Closed jmbnyc closed 1 month ago
sljit stacktraces might normally contain those, if the crash is in the generated code.
if you have a core dump with the crash then a backtrace and a disassemble of the crash x/16i $pc-32
, together with the expression that crashed it (specially if it is reproducible) will help.
We are using version 42.
Assume you mean 10.42. If your application is threaded then probably should upgrade to 10.44. Also see #435
gdb usually does not support backtraces for jit code. If the issue can be reproduced easily, than it is better to put a breakpoint before the jit code is executed: https://github.com/PCRE2Project/pcre2/blob/master/src/pcre2_jit_match.c#L91
You can use ignore
or condition
gdb commands to stop the right time, then get a backtrace. If you don't know how many times the breakpoint needs to be ignored, you can set a huge number, such as 1000000
, and use info breakpoints
to get the number of ignores before the issue. That number-1 is a good number for the next ignore
.
does this mean anything to anyone that has been kind enough to respond?
(gdb) x/16i $pc-32
0x2e5c8c5 <pcre2_jit_match_8+496>: and $0x48,%al
0x2e5c8c7 <pcre2_jit_match_8+498>: mov -0x8(%rbp),%eax
0x2e5c8ca <pcre2_jit_match_8+501>: mov 0x18(%rax),%rax
0x2e5c8ce <pcre2_jit_match_8+505>: mov %rax,-0xa0(%rbp)
0x2e5c8d5 <pcre2_jit_match_8+512>: mov -0x38(%rbp),%rdx
0x2e5c8d9 <pcre2_jit_match_8+516>: lea -0xa0(%rbp),%rax
0x2e5c8e0 <pcre2_jit_match_8+523>: mov %rax,%rdi
0x2e5c8e3 <pcre2_jit_match_8+526>: callq *%rdx
=> 0x2e5c8e5 <pcre2_jit_match_8+528>: mov %eax,-0x10(%rbp)
0x2e5c8e8 <pcre2_jit_match_8+531>: jmp 0x2e5c903 <pcre2_jit_match_8+558>
0x2e5c8ea <pcre2_jit_match_8+533>: mov -0x38(%rbp),%rdx
0x2e5c8ee <pcre2_jit_match_8+537>: lea -0xa0(%rbp),%rax
0x2e5c8f5 <pcre2_jit_match_8+544>: mov %rdx,%rsi
0x2e5c8f8 <pcre2_jit_match_8+547>: mov %rax,%rdi
0x2e5c8fb <pcre2_jit_match_8+550>: callq 0x2e5c652
The crash is not in a jit code, it is in pcre2_jit_match_8
. The callq *%rdx
is an indirect call, the target is loaded by mov -0x38(%rbp),%rdx
. You should check if rbp
contains a valid stack location. Maybe the call does not restore it properly. It would be good to know what is called there.

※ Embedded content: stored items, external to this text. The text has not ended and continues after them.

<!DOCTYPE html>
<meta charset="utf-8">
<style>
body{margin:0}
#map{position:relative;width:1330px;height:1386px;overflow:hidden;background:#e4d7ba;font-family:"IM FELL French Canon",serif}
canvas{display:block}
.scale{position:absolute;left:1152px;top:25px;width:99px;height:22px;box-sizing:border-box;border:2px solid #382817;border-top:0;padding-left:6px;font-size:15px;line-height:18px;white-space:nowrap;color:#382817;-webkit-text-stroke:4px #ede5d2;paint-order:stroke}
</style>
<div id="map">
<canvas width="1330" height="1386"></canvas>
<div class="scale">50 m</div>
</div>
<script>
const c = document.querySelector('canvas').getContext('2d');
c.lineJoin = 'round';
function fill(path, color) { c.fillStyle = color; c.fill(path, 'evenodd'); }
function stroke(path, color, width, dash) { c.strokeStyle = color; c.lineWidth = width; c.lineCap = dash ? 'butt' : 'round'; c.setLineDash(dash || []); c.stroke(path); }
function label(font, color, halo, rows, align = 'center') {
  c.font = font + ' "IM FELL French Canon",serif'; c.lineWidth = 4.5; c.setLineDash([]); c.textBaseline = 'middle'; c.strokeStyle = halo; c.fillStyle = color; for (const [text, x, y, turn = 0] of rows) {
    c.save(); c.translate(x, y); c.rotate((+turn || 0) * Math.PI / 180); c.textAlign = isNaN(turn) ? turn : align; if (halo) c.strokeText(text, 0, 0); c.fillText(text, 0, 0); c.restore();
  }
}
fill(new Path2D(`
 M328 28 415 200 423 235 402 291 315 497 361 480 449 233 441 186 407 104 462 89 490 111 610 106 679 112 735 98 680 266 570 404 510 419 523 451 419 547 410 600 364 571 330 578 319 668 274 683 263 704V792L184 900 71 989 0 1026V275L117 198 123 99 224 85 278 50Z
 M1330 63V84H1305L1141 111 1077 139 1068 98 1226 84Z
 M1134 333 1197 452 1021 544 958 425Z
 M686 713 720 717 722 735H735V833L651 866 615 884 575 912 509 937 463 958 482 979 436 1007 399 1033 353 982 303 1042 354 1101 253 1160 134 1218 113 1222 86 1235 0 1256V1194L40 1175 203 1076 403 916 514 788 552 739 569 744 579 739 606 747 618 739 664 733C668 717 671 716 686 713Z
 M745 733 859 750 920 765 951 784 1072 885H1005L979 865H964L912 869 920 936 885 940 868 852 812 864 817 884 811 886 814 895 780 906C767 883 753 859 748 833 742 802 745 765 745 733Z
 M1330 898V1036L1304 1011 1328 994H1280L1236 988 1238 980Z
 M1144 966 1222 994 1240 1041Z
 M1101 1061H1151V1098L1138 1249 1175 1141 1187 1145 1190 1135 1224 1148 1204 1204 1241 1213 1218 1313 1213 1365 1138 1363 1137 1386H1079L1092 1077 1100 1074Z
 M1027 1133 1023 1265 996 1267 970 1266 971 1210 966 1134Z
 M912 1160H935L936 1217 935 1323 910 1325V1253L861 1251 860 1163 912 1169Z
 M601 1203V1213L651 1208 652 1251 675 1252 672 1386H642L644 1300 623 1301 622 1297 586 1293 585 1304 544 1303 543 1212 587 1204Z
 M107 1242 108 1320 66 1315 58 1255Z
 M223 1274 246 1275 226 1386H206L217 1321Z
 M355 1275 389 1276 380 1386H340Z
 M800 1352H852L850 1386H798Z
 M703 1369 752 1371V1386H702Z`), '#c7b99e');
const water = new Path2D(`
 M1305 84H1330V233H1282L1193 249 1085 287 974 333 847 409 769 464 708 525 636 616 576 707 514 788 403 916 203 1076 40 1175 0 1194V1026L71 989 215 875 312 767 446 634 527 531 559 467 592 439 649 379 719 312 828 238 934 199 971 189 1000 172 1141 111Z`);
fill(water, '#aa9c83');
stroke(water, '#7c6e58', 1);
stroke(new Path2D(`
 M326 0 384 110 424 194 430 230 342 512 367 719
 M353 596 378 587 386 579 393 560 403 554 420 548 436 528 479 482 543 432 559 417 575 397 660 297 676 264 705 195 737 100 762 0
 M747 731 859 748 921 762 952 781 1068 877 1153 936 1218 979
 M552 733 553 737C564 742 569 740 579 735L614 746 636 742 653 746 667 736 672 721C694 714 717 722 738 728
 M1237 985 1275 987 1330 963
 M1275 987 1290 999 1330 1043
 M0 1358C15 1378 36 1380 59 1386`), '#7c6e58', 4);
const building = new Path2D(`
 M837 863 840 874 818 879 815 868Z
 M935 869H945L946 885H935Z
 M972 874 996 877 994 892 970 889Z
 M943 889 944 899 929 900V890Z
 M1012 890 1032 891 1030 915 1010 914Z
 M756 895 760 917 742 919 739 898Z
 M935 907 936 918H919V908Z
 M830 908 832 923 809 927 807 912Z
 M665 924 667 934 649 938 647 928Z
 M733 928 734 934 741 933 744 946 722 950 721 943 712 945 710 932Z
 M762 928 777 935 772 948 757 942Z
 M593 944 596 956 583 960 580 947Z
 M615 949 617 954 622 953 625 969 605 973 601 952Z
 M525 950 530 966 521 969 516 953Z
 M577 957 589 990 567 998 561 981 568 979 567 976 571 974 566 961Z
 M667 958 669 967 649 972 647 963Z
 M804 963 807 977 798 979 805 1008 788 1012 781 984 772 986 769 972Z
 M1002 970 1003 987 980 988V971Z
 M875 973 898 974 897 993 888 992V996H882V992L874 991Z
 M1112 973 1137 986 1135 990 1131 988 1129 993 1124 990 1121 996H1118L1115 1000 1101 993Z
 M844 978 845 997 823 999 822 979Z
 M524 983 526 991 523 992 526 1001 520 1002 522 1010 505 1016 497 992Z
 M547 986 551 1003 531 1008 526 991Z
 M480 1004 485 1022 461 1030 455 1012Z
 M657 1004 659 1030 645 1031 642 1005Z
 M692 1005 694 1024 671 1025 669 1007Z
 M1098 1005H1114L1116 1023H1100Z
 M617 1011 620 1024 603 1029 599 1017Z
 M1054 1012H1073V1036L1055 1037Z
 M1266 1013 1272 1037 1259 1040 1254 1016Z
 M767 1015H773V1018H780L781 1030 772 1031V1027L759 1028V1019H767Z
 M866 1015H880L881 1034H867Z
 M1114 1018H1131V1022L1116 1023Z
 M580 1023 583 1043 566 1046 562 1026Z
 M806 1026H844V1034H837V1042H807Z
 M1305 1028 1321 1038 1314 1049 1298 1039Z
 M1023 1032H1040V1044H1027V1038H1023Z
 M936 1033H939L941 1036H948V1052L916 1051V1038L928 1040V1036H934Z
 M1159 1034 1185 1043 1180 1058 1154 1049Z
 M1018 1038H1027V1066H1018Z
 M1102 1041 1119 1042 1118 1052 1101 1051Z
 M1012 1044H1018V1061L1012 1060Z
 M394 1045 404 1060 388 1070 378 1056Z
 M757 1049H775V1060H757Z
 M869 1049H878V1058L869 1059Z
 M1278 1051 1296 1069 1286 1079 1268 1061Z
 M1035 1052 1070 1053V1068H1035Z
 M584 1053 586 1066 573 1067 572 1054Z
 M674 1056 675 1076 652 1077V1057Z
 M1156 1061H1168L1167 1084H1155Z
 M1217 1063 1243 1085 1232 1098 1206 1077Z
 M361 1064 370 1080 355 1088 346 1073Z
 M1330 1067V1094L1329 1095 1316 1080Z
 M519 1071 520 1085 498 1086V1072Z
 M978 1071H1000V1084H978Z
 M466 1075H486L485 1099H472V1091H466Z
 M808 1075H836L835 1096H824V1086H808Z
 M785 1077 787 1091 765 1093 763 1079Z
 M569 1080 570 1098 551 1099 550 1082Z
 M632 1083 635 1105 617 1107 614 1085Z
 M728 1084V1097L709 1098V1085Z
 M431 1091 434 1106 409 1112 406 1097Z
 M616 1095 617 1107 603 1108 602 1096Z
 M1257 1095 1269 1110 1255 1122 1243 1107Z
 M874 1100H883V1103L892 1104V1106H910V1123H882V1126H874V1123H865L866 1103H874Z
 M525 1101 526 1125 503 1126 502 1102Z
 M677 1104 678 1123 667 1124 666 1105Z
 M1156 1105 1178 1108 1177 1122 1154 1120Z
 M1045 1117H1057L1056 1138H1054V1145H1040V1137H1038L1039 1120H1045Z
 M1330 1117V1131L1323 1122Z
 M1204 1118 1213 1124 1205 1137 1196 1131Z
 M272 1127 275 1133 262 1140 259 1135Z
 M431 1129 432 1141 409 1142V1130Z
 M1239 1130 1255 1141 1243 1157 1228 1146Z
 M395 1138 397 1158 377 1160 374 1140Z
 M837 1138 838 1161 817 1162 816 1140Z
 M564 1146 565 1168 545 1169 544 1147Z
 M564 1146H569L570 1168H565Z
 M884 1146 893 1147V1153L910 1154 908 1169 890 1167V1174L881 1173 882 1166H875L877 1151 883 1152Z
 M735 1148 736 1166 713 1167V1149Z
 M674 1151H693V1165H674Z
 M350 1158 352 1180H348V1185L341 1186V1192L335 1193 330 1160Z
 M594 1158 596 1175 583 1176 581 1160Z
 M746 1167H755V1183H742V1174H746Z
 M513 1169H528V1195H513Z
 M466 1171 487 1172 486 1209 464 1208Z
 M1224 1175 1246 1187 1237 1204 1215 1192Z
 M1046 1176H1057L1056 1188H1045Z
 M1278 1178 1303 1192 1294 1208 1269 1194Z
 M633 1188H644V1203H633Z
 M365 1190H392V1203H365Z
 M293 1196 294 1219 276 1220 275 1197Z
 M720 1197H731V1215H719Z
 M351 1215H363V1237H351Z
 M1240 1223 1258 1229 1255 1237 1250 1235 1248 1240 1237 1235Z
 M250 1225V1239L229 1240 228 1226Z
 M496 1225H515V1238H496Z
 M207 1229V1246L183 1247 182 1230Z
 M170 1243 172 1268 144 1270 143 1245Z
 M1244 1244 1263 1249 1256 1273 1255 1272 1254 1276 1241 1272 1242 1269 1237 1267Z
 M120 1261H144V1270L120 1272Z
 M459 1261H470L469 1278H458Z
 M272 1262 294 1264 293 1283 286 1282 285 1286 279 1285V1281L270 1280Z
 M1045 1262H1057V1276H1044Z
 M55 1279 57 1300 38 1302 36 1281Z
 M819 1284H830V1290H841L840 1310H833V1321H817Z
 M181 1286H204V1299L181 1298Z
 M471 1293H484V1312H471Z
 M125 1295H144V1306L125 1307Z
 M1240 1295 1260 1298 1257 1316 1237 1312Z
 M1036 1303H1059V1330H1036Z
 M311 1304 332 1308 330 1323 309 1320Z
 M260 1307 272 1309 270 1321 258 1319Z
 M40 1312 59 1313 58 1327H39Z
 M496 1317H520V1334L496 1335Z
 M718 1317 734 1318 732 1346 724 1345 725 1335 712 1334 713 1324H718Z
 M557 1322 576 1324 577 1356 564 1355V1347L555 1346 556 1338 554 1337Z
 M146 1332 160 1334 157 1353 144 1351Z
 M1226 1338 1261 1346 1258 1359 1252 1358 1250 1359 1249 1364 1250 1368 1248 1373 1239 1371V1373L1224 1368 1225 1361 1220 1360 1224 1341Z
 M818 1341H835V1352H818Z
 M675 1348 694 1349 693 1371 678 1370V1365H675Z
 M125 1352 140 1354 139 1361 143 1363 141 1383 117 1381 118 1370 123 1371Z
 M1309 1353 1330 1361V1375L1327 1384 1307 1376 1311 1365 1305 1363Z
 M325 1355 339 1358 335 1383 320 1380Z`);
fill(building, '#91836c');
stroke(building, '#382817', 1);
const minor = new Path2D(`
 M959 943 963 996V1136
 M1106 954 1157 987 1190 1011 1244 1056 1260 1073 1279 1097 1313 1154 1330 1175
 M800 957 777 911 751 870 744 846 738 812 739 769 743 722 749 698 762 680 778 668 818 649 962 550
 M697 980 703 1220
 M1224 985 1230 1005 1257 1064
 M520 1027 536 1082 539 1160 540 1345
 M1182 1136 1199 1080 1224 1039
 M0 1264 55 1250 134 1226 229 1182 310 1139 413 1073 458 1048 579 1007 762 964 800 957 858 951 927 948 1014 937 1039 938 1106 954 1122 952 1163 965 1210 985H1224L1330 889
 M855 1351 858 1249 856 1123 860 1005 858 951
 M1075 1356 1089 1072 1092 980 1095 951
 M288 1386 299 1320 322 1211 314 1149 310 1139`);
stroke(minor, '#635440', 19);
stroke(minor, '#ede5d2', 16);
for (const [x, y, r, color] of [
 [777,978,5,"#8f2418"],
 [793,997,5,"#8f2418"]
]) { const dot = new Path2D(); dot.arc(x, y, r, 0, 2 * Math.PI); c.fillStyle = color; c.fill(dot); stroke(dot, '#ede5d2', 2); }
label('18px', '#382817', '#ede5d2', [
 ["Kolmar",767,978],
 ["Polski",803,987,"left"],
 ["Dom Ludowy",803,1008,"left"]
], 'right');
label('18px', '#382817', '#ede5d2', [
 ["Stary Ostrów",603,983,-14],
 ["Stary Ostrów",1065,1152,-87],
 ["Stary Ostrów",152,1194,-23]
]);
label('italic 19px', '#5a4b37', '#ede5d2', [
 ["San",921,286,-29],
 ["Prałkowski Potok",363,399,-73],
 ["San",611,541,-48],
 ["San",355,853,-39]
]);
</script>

Probably this is the location: https://github.com/PCRE2Project/pcre2/blob/master/src/pcre2_jit_match.c#L171
I need to correct myself. If you use pcre2_match
and pcre2_jit_stack_assign
then you need a separate match context. If you use pcre2_jit_match()
you don't need it.
zherczeg, Thanks for your response. I determined the same thing and determined that the cause was concurrent calls to pcre2_jit_stack_assign with the same match context and different jit stack memory. As I mentioned in another post, once I read the code, it was obvious that match context must be thread local (in my code). Net/Net, my thread local for matching now contains match data, match context, and jit stack. Each regex pattern is matched using a thread local object where the jit stack assign can be done during thread local init.

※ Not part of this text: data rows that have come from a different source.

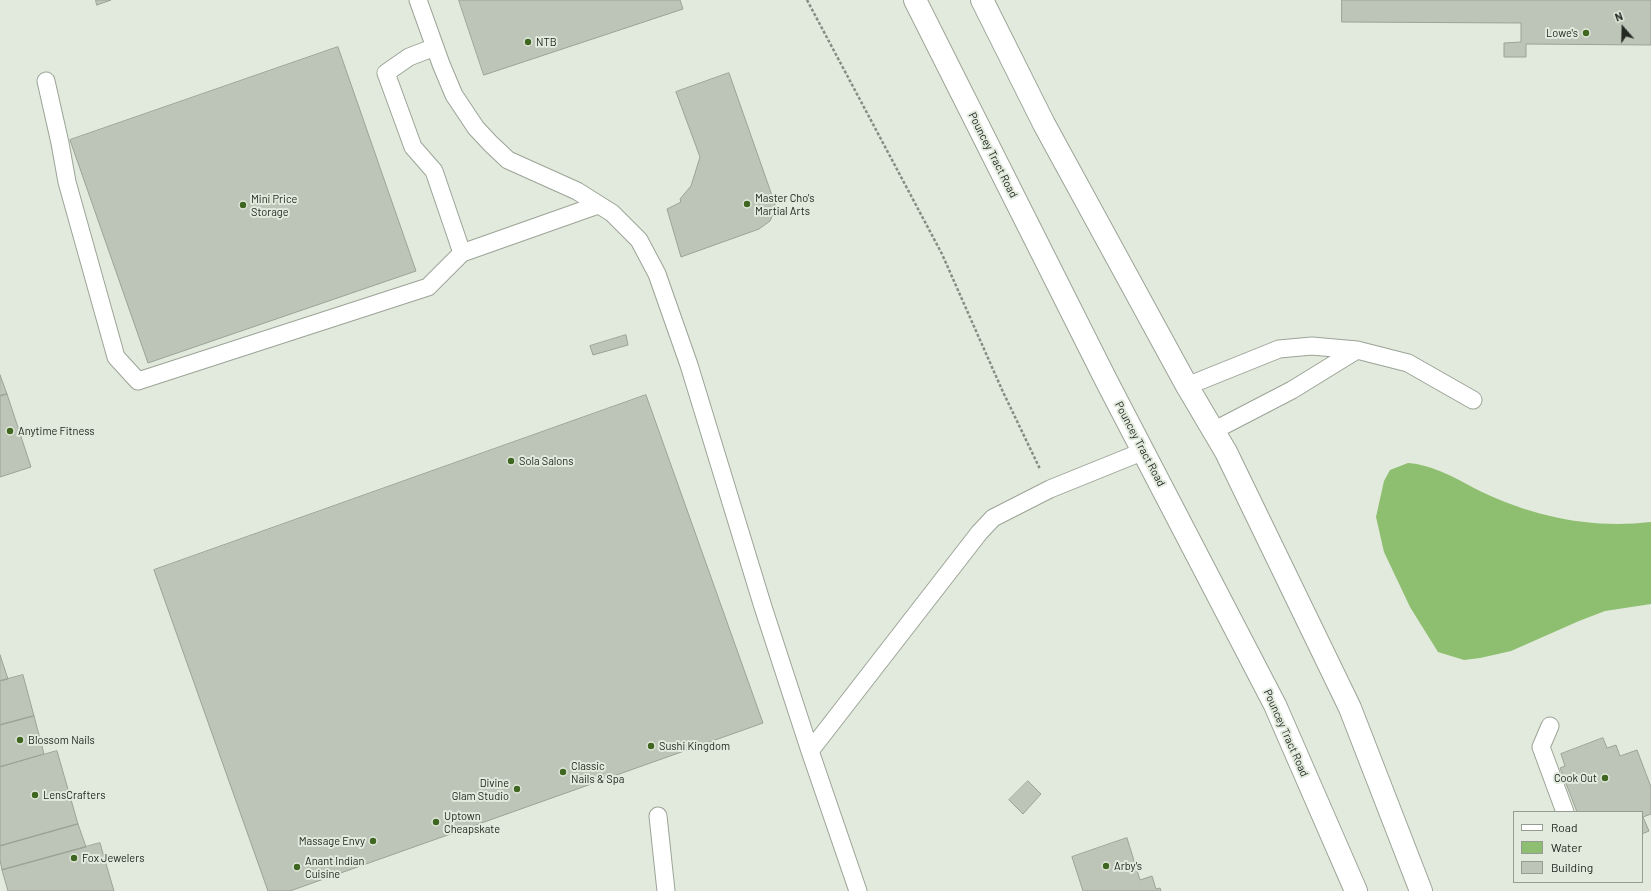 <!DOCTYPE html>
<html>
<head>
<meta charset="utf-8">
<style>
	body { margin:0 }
	#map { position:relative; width:1651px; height:891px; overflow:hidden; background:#e1eadc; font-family:Barlow,sans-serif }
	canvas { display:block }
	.legend { position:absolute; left:1513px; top:811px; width:130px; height:72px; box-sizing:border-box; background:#e1eadc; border:1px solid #959c92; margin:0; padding:5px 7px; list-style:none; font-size:12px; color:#242722 }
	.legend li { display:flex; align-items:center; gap:8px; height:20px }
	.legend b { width:20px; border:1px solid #959c92 }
	.north { position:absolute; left:1603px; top:8px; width:40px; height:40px; -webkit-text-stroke:3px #e1eadc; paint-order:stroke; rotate:340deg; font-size:11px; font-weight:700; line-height:16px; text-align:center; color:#242722 }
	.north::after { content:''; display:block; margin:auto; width:14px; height:18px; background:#242722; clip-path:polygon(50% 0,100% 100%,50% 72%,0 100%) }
</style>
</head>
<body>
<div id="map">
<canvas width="1651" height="891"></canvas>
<ul class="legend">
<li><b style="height:5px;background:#fff"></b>Road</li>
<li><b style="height:11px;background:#8ebe6f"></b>Water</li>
<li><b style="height:11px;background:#bcc5b7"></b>Building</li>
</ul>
<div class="north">N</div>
</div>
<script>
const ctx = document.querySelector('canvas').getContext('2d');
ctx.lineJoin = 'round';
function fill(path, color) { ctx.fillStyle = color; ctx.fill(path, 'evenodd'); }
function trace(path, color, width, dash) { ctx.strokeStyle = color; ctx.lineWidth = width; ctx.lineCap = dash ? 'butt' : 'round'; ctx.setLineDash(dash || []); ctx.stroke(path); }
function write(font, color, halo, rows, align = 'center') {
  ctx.font = font + ' Barlow,sans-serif'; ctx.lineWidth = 4; ctx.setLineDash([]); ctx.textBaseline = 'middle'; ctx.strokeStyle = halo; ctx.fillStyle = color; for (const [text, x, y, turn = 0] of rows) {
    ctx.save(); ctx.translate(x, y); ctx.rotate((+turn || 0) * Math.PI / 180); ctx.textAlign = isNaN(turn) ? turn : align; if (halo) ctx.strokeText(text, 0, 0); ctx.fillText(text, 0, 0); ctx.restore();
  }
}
const water = new Path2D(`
	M1408 463C1435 465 1458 480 1482 492 1535 517 1592 529 1651 522V604L1605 611 1579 621 1511 651 1480 658 1464 660 1438 652 1410 607 1384 552 1376 517 1384 481 1390 470Z`);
const building = new Path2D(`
	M96 0H111L97 5Z
	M459 0H680L683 9 484 75Z
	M1342 0H1651V45L1526 44V57H1504V43L1521 42V23L1342 22Z
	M338 47 416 271 148 363 70 140Z
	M729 73 775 204 773 214 770 221 759 229 681 257 667 209 681 202 680 199 691 186 700 157 676 92Z
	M626 335 628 345 593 355 590 346Z
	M0 375 7 394 0 396Z
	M7 394 31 467 0 477V396Z
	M646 395 763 723 290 891H268L154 570Z
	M0 655 8 679 0 681Z
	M23 675 34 716 0 725V681Z
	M34 716 44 754 0 767V725Z
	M1603 738 1607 748 1616 745 1620 756 1637 750 1651 787V814L1643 817 1649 831 1642 834V812H1577L1560 768 1565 766 1561 754Z
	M57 751 78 824 0 846V767Z
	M1028 781 1041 794 1023 814 1009 800Z
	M78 824 86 847 2 870 0 860V846Z
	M1127 838 1140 880 1152 876 1156 889 1160 888 1161 891H1083L1072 857Z
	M100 843 114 891H8L2 870Z`);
const path = new Path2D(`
	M807 0 942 254 1003 392 1040 469`);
const lane = new Path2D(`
	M418 0 441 64 454 95 476 128 491 144 508 160 577 191 612 213 639 240 657 274 689 365 763 607 810 751 858 891
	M435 47 409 57 386 73 413 147 434 171 462 253 598 205
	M46 81 60 143 67 182 116 357 138 381 428 287 462 253
	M1187 386 1279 349 1312 346 1357 350 1408 363 1473 400
	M1213 431 1292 390 1357 350
	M1550 726 1541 747 1565 812
	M810 751 979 533 993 518 1050 489 1144 451
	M658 816 666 891`);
const secondary = new Path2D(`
	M915 0 1107 382 1275 705 1356 891
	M982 0 1044 124 1187 386 1226 452 1350 708 1421 891`);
const markers = [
	[1586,33,4,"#406722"],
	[528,42,4,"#406722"],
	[747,204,4,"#406722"],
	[243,205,4,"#406722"],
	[10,431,4,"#406722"],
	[511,461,4,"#406722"],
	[20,740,4,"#406722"],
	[651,746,4,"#406722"],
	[563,772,4,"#406722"],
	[1605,778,4,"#406722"],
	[517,789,4,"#406722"],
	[35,795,4,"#406722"],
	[436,822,4,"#406722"],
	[373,841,4,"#406722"],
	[74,858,4,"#406722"],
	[1106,866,4,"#406722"],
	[297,867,4,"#406722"]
];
const poiNames = [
	["Lowe's",1578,33,"right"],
	["NTB",536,42],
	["Master Cho's",755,198],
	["Martial Arts",755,211],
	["Mini Price",251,199],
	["Storage",251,212],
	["Anytime Fitness",18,431],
	["Sola Salons",519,461],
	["Blossom Nails",28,740],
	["Sushi Kingdom",659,746],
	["Classic",571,766],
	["Nails & Spa",571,779],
	["Cook Out",1597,778,"right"],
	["Divine",509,783,"right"],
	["Glam Studio",509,796,"right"],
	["LensCrafters",43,795],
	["Uptown",444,816],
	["Cheapskate",444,829],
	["Massage Envy",365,841,"right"],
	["Fox Jewelers",82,858],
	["Anant Indian",305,861],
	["Cuisine",305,874],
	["Arby's",1114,866]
];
const streetNames = [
	["Pouncey Tract Road",993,155,63],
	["Pouncey Tract Road",1140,444,62],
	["Pouncey Tract Road",1286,733,66]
];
fill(water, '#8ebe6f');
fill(building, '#bcc5b7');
trace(building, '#9ba396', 1);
trace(lane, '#9ba497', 19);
trace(secondary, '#9ba497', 24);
trace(path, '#878d84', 2.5, [3, 2]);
trace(lane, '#fff', 17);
trace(secondary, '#fff', 22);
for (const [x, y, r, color] of markers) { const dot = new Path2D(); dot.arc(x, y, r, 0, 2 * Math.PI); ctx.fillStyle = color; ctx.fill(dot); trace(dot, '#e1eadc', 1.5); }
write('11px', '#242722', '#e1eadc', poiNames, 'left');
write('11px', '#242722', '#e1eadc', streetNames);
</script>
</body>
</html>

I appreciate the help here as it allowed me to debug and figure this out. As I mentioned, the docs did not make it completely clear that match data, match context and jit stack all need to be thread local to allow concurrent matching against a pattern (represented by a pcre2_code object. I probably should have read the code first because it becomes very clear what is required to get thread safe concurrent matching.
My team and I are still working to confirm but we are seeing a crash inside pcre2_jit_match. Unfortunately gdb is not very helpful because we get a huge set of stacks with ??. We might be able to do better if we pull the pcre code into our main code base instead of loading it as a library. However, we are wondering how we can debug? Do you have any suggestions on how we can narrow down the issue we might be encountering. We are using version 42.